Monday, Oct. 28, 1940

Ununited Lutherans

A lot of uniting will be required ever to bring the Lutherans of the U. S. into one church, for now they are divided into 17 different denominations. How much unifying is necessary was shown last week when just two of the 17 groups tried to unite--and failed.

One of the two groups was the United Lutheran Church (1,523,022 members), which believes that Lutherans are part of Protestantism as a whole and should not hold aloof from their brethren in the larger faith. The other was the American Lutheran Church (515,935 members), not quite so liberal as the United Lutherans (but not so conservative, for example, as the Missouri Synod, 1,219,935 members, which feels that Lutherans are a closed corporation, should first unite themselves, then mingle with other sects only for the purpose of converting them).

Last fortnight the United Lutherans met in Omaha and the American Lutherans in Detroit for their biennial conventions, attempted to merge. Between the two groups stood chiefly an argument over the Bible. Both believe it to be the Word of God, but American Lutherans believe it more literally. A joint commission on closer union ("pulpit and altar fellowship") had devised a formula which it hoped both could accept: "By virtue of a unique operation of the Holy Spirit, by which He supplied to the holy writers content and fitting word, the separate books of the Bible are related to one another, and, taken together, constitute a complete, errorless, unbreakable whole of which Christ is the centre."

Jammed into the ballroom of Omaha's Hotel Fontenelle, the United Lutherans re-elected their perennial president (he has held the job since the church was organized in 1918): precise, white-goateed Dr. Frederick Hermann Knubel, 70, of Manhattan. Dr. Knubel admitted he could swallow the articles of agreement only by "gulping." The United Lutherans, who think some parts of the Scripture more important than others, had to swallow hard too. But under Dr. Knubel's brisk leadership and spurred by their desire for unity, gulp them the United Lutherans did.

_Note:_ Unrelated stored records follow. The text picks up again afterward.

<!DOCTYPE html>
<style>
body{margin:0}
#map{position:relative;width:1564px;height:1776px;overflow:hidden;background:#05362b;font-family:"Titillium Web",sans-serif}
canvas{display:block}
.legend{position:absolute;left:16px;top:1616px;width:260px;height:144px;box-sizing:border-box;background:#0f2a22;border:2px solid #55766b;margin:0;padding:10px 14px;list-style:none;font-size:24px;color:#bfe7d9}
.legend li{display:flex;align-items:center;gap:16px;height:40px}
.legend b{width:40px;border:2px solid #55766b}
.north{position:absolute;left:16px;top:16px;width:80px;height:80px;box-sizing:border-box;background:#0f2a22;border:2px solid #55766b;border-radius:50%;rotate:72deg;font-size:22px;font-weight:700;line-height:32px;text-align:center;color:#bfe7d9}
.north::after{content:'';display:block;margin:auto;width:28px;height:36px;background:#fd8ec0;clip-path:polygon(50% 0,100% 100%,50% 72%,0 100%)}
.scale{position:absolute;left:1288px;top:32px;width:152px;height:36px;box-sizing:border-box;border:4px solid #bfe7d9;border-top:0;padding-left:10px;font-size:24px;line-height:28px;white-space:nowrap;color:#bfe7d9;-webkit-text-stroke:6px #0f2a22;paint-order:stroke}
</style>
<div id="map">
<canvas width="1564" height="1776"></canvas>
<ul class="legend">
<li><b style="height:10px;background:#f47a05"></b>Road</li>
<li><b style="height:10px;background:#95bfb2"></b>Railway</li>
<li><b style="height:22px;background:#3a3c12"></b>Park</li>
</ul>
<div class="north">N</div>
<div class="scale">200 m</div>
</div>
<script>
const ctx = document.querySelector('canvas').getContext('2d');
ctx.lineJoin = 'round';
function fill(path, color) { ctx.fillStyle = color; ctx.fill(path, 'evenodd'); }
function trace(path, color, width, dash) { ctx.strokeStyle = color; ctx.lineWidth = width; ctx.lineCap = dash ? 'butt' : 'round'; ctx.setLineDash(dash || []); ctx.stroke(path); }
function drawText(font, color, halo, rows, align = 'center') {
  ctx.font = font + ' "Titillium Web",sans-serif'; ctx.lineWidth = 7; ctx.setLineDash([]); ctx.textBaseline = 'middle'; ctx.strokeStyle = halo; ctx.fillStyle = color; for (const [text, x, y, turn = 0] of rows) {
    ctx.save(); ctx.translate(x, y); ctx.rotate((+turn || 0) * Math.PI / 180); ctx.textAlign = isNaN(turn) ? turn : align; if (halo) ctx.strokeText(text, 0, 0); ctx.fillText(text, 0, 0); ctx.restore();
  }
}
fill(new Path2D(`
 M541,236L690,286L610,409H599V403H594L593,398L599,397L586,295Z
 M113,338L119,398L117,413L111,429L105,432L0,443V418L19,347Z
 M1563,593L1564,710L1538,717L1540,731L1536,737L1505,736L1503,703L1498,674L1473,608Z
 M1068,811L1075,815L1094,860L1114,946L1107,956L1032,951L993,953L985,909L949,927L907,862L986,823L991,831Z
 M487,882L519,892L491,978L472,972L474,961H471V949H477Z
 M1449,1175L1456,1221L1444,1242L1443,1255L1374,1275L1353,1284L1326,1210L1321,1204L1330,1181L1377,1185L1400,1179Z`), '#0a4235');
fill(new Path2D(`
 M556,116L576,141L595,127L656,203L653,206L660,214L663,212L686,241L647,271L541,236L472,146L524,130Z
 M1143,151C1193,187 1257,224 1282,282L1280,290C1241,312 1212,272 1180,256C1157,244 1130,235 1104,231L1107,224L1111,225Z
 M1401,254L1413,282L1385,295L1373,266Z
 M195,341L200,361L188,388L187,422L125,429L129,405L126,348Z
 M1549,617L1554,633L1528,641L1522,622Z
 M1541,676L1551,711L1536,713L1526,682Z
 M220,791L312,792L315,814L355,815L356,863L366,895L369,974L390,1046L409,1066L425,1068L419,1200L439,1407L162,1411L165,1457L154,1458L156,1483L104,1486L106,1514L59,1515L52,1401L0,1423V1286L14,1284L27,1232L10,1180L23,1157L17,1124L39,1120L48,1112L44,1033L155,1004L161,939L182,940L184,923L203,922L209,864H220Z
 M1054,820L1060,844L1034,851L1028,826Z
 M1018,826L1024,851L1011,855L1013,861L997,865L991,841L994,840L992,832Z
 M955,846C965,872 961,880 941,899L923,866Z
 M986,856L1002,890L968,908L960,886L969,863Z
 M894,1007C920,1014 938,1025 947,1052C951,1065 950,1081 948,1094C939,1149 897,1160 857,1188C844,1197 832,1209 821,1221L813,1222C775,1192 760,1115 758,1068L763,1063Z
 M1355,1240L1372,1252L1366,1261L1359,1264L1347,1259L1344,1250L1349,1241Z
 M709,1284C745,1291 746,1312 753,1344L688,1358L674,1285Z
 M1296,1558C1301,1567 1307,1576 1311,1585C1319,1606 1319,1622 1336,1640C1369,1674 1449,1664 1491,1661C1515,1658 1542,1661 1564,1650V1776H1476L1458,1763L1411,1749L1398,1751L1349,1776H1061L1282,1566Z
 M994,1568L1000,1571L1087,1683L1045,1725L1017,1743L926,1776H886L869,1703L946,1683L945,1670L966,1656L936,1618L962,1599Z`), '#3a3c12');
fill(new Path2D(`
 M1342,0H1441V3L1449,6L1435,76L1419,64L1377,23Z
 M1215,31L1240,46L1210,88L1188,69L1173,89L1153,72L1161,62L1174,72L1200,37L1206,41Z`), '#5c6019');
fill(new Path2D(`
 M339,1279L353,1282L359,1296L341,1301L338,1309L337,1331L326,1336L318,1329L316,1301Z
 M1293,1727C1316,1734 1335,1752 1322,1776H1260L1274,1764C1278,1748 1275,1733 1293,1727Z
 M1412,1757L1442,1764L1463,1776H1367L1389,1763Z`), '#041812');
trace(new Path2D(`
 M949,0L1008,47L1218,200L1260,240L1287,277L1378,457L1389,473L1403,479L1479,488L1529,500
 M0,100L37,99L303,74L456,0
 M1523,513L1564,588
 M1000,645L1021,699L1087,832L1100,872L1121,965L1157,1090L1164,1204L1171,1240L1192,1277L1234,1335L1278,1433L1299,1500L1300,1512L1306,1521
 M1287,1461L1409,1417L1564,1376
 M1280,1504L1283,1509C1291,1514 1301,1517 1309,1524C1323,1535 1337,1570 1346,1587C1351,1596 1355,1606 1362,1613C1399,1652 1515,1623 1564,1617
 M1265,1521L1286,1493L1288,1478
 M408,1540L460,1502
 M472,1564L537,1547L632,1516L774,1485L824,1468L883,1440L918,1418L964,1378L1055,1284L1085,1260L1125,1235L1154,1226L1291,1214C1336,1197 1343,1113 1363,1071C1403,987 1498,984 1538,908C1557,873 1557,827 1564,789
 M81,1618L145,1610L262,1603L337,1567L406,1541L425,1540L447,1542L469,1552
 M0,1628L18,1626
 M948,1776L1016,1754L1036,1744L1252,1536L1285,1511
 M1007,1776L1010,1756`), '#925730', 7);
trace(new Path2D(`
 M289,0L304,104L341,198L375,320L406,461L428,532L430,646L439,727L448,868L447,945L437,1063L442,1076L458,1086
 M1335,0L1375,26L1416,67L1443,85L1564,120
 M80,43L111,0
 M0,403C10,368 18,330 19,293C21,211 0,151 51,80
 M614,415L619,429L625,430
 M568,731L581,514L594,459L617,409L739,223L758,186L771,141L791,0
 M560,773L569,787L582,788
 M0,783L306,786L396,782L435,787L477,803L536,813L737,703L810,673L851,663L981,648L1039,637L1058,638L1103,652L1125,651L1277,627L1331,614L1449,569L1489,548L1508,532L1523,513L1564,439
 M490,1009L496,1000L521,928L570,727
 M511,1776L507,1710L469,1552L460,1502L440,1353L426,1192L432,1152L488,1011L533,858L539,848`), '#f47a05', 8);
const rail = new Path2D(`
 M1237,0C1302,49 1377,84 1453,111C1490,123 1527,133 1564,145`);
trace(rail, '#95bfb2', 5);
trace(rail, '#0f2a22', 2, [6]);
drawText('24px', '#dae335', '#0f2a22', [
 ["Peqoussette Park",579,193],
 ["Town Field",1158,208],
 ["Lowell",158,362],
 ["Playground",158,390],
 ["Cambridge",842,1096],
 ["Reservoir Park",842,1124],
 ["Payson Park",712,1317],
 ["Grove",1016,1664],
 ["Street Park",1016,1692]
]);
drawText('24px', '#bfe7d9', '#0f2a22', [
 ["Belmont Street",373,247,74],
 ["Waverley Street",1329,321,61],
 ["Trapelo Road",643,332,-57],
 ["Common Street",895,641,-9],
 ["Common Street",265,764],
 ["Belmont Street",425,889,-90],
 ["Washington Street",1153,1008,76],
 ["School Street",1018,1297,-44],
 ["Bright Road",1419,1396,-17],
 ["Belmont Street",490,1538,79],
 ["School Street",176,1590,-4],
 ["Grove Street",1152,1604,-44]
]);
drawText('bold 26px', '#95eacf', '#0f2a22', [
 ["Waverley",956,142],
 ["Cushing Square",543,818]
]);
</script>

Less hasty were the American Lutherans, meeting in the ultra-plain parish hall of Detroit's Salem's Lutheran Church. Said ruddy, robust Dr. Emmanuel Poppen of Columbus, Ohio, their president: "The church's 1,600 pastors and 2,000 congregations must have an opportunity to be heard." Upshot: the American Lutherans expressed a fervent hope that they and the United Lutherans might both soon be united with the Missouri Synod. They appointed a new commission to continue negotiations.

Somewhat dashed, the United Lutherans took what comfort they could in the fact that they had at least achieved union with the few (6,000) U. S. and Canadian members of the Icelandic Synod.